CDB: Could you tell us how you think that registering as an overseas NGO under the new law will affect TNC’s usual work in China?

BM: It is really going to be useful to create more certainty about how we operate in China. It was always kind of grey, so that in itself is a really good thing. We are now allowed to open offices all over the country and that’s a very good thing.

There is one observation, on which we want to work with the PSB and maybe our sponsors and other international NGOs. It seems like they started thinking about the law a number of years ago, and then it developed into what was passed last year. But it is based on an outdated view of wealth and money flows, meaning that the way the current law is written is as if all the foreign NGOs were just going to bring in money from outside into China. And that’s very 20th century I guess, and maybe early 2000s, but as we just talked about, there is enormous wealth here in China right now. And the law makes it really hard for Chinese to contribute to foreign NGOs. It’s not written with that intent, and they could easily tweak the regulations a bit to allow more donations in RMB from Chinese to foreign NGOs. I think the old idea was that all the foreign NGOs did was bring money from outside. That is not the case anymore. That is actually declining for us, and China’s wealth is actually increasing. One little tweak would make it better, and we are talking with our sponsors about that.

 

CDB: In your opinion, how can technology be involved in TNC’s current projects?

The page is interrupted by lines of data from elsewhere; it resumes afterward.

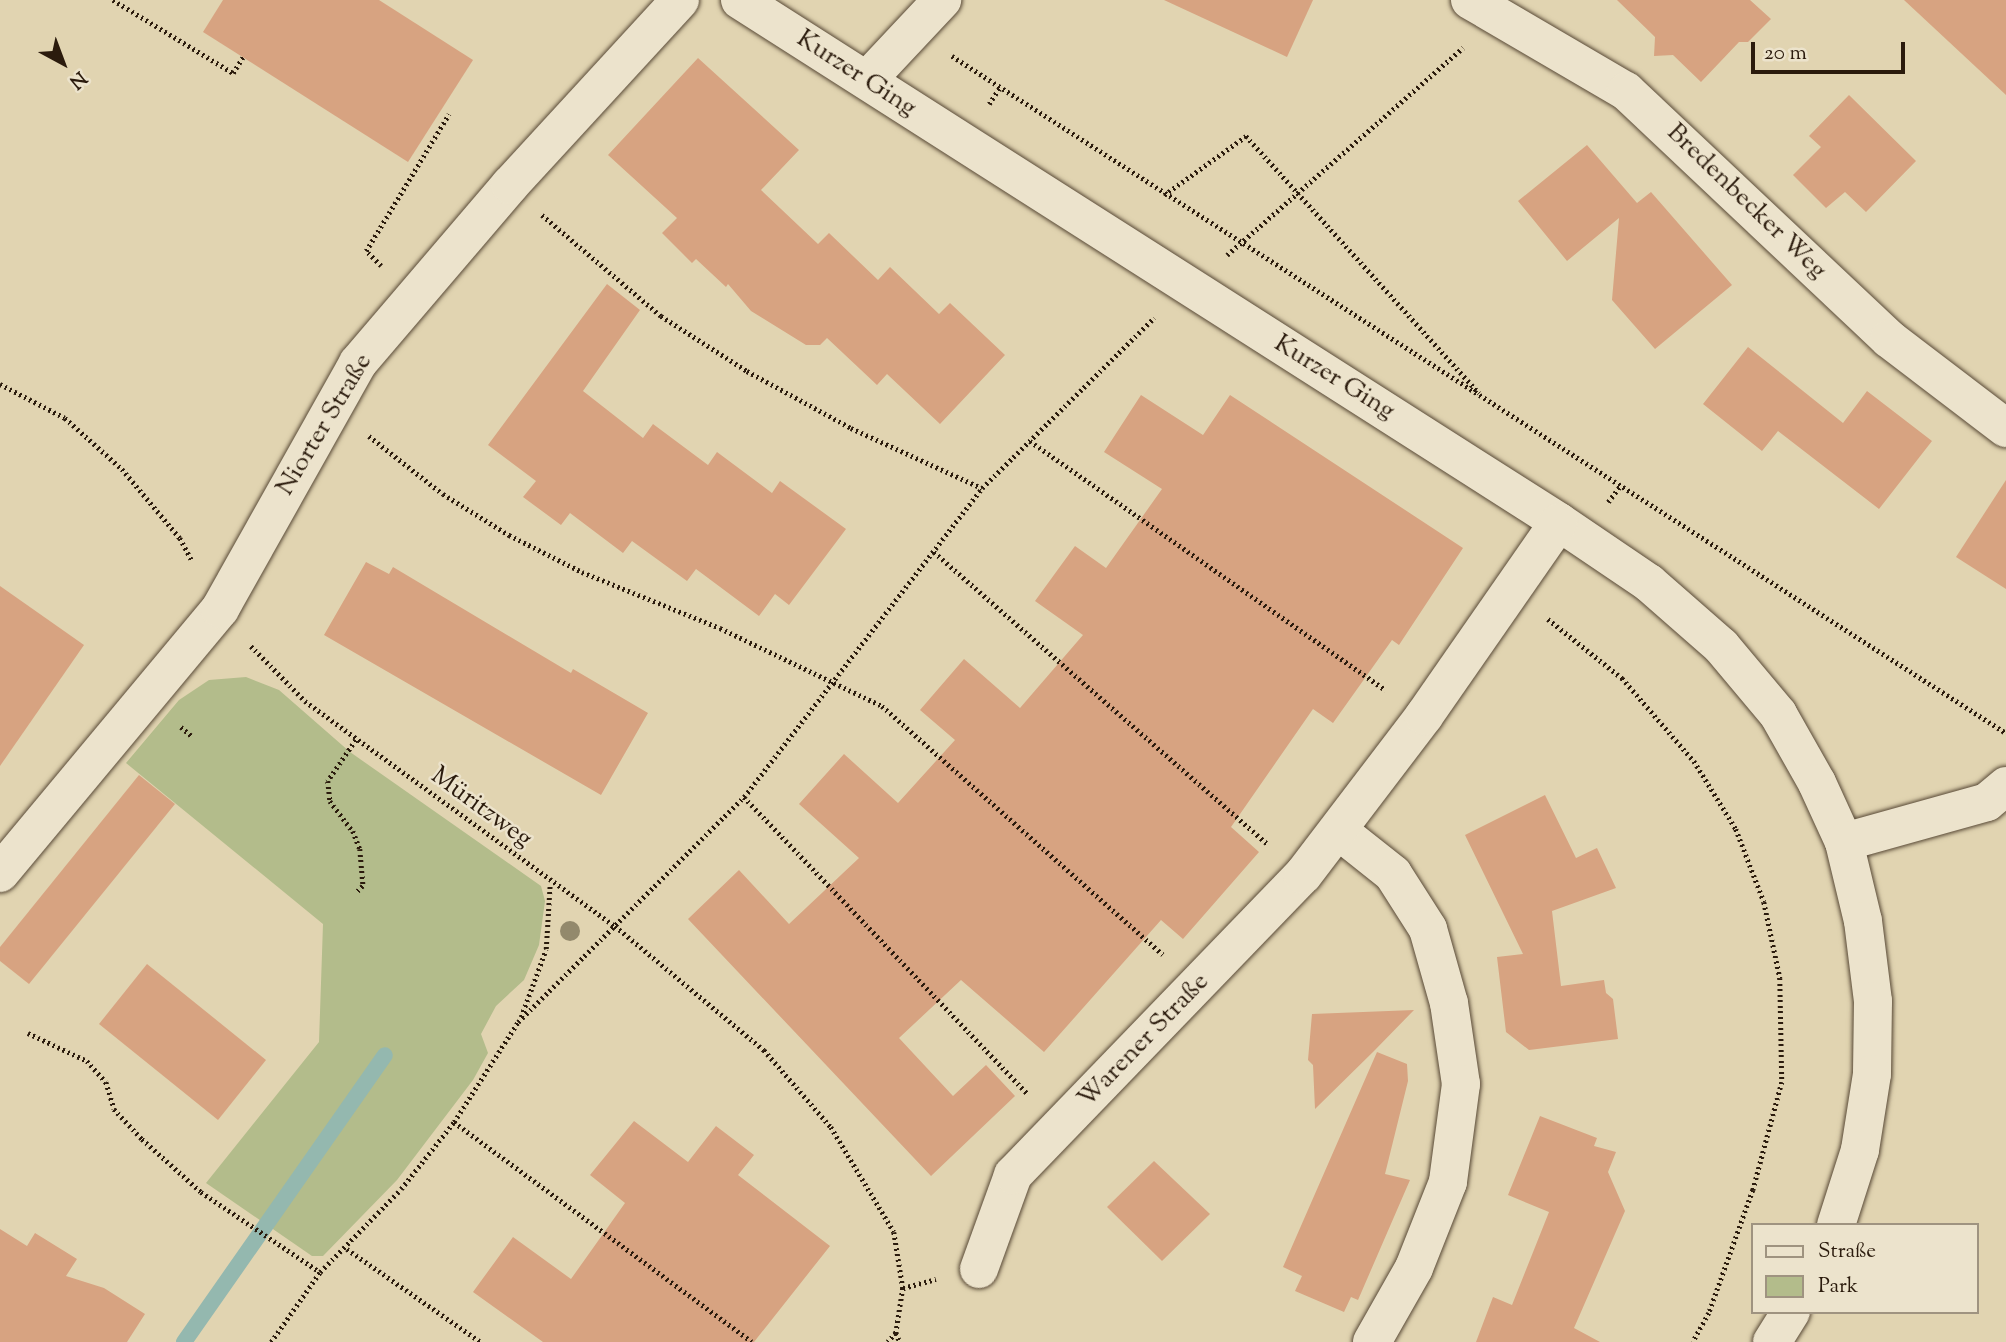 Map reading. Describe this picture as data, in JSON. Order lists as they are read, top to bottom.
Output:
{
  "streets": {
    "street": [
      "Kurzer Ging",
      "Bredenbecker Weg",
      "Niorter Straße",
      "Warener Straße"
    ],
    "path": ["Müritzweg"]
  },
  "crossings": [
    ["Kurzer Ging", "Warener Straße"],
    ["Niorter Straße", "Müritzweg"]
  ],
  "legend": ["Straße", "Park"],
  "scale_bar": "20 m",
  "north": "bottom right"
}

BM: Well we are science-based, and we have a lot of scientists working for us. We rely on data, and research, to build the foundation for what we do, so the evidence is there that the action we take will have an effect. What we are really good at is translating science/research data into actions. In terms of information technology and big data, we develop tools for many things. I will give you a recent example.

One of the real problems in ocean governance and fisheries is that many countries want to manage their fish sustainably, but they have no data on how much they can harvest. They don’t really know how many fish are in the ocean that they are able to harvest in their areas. So we developed a tool called FishPath to help countries that don’t have good data, mostly developing countries that don’t have big fishery services like China and the US. So we develop computerized methods using existing platforms. We don’t really create a lot of new platforms, but we create applications off existing ones.

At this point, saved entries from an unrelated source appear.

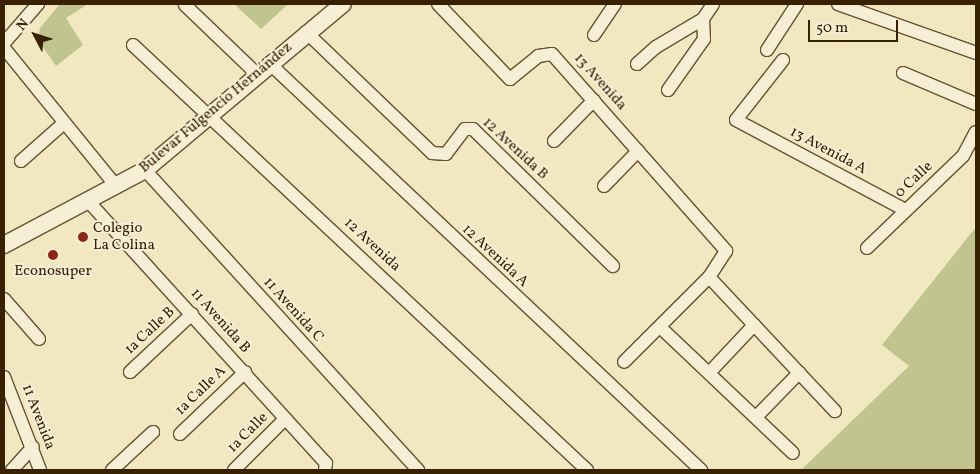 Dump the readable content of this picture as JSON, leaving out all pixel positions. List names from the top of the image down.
{
  "streets": {
    "street": [
      "13 Avenida",
      "Bulevar Fulgencio Hernández",
      "12 Avenida B",
      "13 Avenida A",
      "0 Calle",
      "12 Avenida",
      "12 Avenida A",
      "11 Avenida C",
      "11 Avenida B",
      "1a Calle B",
      "1a Calle A",
      "11 Avenida",
      "1a Calle"
    ]
  },
  "crossings": [
    ["Bulevar Fulgencio Hernández", "12 Avenida B"],
    ["Bulevar Fulgencio Hernández", "12 Avenida"],
    ["Bulevar Fulgencio Hernández", "12 Avenida A"],
    ["Bulevar Fulgencio Hernández", "11 Avenida C"],
    ["Bulevar Fulgencio Hernández", "11 Avenida B"],
    ["13 Avenida A", "0 Calle"],
    ["11 Avenida B", "1a Calle B"],
    ["11 Avenida B", "1a Calle A"],
    ["11 Avenida B", "1a Calle"]
  ],
  "places": ["Colegio La Colina", "Econosuper"],
  "scale_bar": "50 m",
  "north": "top left"
}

One of them is FishPath, and another rather fun one is FishFace. I think you can Google it, because Google actually gave us some money to realize it in Australia, for sustainable fishery management in the South-Western Pacific. It actually uses facial recognition software to track individual fish, like tuna, very high-value fish, through the supply chain. So just like your face is individual to you, a tuna face is individual to that particular tuna. So if a fisherman catches that, and is going to market it as a sustainably caught tuna fish, there is a way to track it through the supply chain using this application FishFace, which uses facial recognition software that was of course developed for human faces, but is actually applicable to tunas. We are also now looking at that for other fish species. You have to do it by species really. Anyway, this was a really innovative use of existing technologies for conservation.